TO DO:
What lines in the entries below contain the word "align"? Copy all of them.

AVAILABLE RECORDS Block Start

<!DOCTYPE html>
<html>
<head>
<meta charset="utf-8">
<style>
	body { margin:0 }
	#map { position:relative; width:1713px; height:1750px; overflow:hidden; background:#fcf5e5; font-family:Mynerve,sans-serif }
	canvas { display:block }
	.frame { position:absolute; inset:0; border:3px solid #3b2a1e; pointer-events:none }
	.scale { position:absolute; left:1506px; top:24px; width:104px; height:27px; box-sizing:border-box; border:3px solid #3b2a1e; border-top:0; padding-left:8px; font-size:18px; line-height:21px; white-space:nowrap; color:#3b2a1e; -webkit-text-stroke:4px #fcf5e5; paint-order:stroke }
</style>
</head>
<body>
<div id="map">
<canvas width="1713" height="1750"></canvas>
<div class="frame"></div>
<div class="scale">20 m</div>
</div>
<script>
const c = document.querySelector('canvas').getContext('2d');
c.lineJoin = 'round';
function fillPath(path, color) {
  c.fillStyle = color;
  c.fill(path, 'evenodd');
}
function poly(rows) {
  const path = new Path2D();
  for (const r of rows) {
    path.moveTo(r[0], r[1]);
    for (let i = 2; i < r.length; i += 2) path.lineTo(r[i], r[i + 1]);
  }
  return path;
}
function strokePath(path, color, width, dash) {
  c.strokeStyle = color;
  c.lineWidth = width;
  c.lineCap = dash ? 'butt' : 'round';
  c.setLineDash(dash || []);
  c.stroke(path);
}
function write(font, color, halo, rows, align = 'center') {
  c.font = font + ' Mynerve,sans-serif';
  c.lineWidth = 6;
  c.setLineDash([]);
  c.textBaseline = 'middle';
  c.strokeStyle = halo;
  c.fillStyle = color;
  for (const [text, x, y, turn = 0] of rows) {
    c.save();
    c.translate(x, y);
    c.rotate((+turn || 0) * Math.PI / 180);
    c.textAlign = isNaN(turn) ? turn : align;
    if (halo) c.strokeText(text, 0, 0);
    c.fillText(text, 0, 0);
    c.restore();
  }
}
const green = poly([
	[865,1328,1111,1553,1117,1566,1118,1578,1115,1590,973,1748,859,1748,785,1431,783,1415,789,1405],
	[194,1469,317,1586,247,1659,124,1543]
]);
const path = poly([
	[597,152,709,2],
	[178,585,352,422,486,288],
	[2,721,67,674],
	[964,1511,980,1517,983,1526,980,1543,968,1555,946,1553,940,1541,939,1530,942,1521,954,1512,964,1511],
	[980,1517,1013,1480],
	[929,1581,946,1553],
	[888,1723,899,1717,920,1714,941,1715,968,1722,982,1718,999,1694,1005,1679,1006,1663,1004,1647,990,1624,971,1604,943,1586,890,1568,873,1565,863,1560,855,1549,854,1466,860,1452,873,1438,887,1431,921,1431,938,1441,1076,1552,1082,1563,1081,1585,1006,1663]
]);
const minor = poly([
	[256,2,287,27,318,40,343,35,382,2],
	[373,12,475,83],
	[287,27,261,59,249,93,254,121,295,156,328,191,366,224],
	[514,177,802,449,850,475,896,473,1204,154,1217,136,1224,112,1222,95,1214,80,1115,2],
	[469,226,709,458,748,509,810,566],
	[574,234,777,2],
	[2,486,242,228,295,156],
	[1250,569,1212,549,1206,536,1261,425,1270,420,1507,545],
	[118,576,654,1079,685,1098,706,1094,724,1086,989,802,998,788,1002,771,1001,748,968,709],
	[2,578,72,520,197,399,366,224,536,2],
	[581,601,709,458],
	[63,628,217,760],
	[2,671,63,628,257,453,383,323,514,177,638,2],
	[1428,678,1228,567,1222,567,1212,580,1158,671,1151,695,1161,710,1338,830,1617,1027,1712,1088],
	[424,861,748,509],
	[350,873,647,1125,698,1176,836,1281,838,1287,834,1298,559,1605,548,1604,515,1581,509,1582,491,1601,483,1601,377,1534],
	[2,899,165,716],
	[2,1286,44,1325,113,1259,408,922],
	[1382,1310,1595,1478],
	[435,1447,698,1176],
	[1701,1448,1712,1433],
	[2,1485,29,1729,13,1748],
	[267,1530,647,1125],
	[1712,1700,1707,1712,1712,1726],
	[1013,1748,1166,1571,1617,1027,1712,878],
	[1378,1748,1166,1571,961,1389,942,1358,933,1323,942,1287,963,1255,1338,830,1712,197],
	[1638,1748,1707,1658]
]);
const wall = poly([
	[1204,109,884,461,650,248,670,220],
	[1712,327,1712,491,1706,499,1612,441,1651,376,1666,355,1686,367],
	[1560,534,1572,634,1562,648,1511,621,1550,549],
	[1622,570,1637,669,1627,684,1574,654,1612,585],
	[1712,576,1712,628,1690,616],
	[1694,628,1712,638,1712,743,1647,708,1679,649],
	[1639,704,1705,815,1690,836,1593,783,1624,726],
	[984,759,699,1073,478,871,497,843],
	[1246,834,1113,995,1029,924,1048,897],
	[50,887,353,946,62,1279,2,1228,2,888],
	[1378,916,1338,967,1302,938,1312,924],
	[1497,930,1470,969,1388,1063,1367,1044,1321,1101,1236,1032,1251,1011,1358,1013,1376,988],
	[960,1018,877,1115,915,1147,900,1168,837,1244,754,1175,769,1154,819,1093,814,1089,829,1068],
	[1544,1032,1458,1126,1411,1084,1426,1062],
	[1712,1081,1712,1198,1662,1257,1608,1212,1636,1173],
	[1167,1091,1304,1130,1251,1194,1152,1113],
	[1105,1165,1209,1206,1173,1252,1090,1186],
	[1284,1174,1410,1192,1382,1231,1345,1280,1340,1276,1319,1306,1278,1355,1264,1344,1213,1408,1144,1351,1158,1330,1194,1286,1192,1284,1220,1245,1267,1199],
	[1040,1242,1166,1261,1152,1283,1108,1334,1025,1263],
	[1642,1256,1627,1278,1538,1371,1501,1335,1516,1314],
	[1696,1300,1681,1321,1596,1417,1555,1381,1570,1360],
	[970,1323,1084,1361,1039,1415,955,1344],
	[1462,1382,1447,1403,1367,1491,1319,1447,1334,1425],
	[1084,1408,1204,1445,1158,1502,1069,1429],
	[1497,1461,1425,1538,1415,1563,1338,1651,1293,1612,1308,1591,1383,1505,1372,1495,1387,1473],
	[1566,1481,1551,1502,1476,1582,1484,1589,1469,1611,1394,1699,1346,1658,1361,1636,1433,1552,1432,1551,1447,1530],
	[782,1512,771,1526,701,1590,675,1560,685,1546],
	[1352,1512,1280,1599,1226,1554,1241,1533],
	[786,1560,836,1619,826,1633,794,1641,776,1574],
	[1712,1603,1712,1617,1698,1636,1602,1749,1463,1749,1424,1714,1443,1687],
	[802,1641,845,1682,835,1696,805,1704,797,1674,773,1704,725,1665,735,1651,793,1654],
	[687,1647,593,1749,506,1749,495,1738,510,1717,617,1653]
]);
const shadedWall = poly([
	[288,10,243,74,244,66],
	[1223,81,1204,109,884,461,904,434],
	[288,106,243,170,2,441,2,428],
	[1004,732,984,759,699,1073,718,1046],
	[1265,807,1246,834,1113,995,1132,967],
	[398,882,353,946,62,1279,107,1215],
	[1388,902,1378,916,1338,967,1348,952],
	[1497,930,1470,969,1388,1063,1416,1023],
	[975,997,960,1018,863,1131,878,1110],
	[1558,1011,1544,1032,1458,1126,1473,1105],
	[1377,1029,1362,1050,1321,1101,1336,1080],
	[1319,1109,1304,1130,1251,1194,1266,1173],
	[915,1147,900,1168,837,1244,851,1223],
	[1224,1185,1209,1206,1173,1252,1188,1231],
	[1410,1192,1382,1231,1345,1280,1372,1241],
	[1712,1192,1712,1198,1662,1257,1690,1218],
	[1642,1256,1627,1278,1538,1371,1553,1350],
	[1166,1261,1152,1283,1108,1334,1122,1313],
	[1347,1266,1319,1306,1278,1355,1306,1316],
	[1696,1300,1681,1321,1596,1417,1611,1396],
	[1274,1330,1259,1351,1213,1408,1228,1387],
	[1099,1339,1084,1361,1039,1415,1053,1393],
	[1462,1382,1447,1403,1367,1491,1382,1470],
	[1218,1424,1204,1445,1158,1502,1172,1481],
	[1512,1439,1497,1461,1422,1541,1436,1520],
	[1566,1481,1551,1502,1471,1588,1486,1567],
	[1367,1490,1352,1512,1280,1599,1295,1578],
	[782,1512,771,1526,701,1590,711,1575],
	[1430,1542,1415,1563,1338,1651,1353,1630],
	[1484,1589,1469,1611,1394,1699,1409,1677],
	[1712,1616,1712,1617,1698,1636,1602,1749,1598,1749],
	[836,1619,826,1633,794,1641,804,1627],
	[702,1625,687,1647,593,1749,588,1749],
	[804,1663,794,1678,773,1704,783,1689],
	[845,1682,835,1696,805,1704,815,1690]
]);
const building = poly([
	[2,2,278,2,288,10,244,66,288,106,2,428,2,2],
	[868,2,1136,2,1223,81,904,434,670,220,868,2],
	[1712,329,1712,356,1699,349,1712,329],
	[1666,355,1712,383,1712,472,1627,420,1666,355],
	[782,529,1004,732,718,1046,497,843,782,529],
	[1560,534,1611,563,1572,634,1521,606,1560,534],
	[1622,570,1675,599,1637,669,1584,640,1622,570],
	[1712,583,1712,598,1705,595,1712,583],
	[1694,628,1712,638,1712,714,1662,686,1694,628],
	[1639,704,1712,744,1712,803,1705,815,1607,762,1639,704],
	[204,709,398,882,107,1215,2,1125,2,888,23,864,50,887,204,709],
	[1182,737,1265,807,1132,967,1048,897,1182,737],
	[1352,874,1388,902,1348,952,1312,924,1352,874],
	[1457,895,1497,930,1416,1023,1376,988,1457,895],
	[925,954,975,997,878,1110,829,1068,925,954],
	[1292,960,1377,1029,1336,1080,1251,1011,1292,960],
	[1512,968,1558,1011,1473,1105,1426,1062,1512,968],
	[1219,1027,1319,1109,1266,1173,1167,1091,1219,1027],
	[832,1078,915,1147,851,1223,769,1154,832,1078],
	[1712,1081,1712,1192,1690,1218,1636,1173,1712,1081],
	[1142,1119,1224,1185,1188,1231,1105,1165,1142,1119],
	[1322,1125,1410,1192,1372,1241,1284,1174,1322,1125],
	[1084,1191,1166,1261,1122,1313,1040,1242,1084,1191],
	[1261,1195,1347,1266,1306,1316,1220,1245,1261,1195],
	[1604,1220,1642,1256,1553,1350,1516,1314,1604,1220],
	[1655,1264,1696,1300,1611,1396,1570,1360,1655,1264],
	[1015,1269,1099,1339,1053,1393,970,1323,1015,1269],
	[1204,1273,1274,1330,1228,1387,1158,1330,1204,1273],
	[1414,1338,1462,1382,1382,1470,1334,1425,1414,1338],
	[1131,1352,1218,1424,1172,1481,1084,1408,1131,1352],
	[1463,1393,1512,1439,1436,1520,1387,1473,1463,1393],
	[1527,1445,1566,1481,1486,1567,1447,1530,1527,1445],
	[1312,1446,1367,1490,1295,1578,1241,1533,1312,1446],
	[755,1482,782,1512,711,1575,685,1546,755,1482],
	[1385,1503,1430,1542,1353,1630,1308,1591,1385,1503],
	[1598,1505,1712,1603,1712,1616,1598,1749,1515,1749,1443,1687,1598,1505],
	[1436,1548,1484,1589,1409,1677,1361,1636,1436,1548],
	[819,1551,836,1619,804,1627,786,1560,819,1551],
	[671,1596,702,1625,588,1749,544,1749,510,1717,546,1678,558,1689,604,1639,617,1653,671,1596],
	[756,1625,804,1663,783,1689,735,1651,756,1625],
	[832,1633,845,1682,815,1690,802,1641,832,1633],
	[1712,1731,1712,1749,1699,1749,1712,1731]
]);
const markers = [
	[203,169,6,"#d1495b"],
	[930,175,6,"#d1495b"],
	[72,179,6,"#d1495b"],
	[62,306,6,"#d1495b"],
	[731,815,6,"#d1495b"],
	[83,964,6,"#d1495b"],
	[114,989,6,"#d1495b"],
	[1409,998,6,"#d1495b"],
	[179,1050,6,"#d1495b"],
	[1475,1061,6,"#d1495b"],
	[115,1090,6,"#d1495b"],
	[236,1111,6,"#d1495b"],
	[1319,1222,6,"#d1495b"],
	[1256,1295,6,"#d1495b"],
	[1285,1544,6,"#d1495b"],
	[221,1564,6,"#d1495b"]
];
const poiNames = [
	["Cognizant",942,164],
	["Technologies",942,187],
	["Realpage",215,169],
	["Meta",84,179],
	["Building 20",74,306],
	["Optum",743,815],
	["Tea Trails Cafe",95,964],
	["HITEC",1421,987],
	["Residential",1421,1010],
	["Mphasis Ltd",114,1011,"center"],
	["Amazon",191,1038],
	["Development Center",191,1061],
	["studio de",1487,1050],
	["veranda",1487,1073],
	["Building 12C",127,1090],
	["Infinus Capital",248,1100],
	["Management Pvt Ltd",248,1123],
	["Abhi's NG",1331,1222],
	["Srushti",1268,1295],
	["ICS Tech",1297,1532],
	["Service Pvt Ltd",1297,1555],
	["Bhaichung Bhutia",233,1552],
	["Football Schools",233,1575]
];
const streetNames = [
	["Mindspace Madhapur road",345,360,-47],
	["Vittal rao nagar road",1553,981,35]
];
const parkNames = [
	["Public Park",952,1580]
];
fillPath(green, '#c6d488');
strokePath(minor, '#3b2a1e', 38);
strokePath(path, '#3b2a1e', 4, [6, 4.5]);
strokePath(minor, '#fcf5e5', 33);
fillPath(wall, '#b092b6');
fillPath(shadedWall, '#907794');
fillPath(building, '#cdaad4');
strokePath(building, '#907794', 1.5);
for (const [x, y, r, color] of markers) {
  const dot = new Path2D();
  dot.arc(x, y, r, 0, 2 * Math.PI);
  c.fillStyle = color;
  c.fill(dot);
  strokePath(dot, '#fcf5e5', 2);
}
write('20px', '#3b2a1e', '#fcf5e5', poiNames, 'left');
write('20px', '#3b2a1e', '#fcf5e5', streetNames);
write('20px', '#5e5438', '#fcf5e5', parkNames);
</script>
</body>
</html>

AVAILABLE RECORDS Block End

ANSWER BOX:
function write(font, color, halo, rows, align = 'center') {
    c.textAlign = isNaN(turn) ? turn : align;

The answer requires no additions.